Allen's move coincides with a surge of new businesses planning to sell Internet access, Earth imagery, climate data and other services from networks of hundreds of satellites in low-altitude orbits around Earth.
Allen's vision for building commercial highways to space differs from that of Elon Musk's SpaceX, Jeff Bezos' Blue Origin, Richard Branson's Virgin Galactic and other similar companies.
Musk's goal is to fly people to Mars. Bezos is developing low-cost, reusable rockets with the goal of moving energy-intensive, heavy industry off Earth. Branson is focused on space tourism and a small satellite launcher.

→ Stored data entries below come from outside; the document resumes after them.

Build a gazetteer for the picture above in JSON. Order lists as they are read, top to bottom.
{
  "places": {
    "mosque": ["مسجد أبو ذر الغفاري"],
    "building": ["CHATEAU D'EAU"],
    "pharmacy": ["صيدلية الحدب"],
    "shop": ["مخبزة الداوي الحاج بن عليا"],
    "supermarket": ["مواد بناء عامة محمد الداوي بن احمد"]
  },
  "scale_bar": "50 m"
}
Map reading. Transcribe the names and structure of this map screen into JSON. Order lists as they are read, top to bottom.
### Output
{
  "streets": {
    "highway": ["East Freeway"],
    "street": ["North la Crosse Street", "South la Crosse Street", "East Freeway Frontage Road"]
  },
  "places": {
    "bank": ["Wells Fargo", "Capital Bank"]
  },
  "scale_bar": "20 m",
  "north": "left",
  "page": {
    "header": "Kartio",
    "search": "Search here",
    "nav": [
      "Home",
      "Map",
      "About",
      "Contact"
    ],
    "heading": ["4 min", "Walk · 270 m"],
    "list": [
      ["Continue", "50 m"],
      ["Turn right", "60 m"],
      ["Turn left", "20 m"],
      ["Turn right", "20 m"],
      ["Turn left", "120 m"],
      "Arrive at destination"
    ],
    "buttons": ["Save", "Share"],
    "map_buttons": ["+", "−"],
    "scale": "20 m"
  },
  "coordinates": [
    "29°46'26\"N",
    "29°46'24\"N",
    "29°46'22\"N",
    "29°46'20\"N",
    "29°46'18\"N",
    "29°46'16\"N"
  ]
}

The advantage of Allen's approach will be the ability to position the plane so satellites can be directly delivered into very precise orbits and do so quickly, without launch range scheduling issues and weather-related delays.
The Stratolaunch plane looks nothing like its behemoth predecessor aircraft. Rather than transporting heavy cargo inside a main body section, Stratolaunch is a twin-fuselage craft that incorporates engines, landing gear, avionics and other parts from a pair of Boeing 747 jets coupled with a frame, wings and skin handmade of lightweight composites.
The plane is similar in form and function to Scaled's aircraft built to ferry spaceships into the air and release them for independent rocket rides beyond the atmosphere, a service Richard Branson's Virgin Galactic intends to offer to paying passengers.
Stratolaunch plans a similar service for satellites, particularly the low-Earth orbiting multi-hundred member constellations under development by companies including SpaceX and Google's Terra Bella to provide internet access, Earth imagery and other data. Stratolaunch will offer quick and precise satellite positioning, a service that will set it apart from competitors.
These satellite networks, based on low-cost spacecraft, are the fastest-growing segment of the global satellite industry which reported more than $208bn (£142bn) in revenue 2015, according to a Satellite Industry Association report.
Assembly of the plane is 76 per cent complete, with the engines, landing gear and one tail section still to be installed. The plane is expected to be finished before the end of the year with commercial services launching before 2020.
The plane is designed to carry a rocket and payload with a combined weight of up to 250,000kg, on par with what a SpaceX Falcon 9 rocket can launch from the ground.
Competition in the sector is heating up with SpaceX successfully launching its first satellite and landing a rocket on a barge in the middle of the ocean, and Blue Origin achieving similar feats.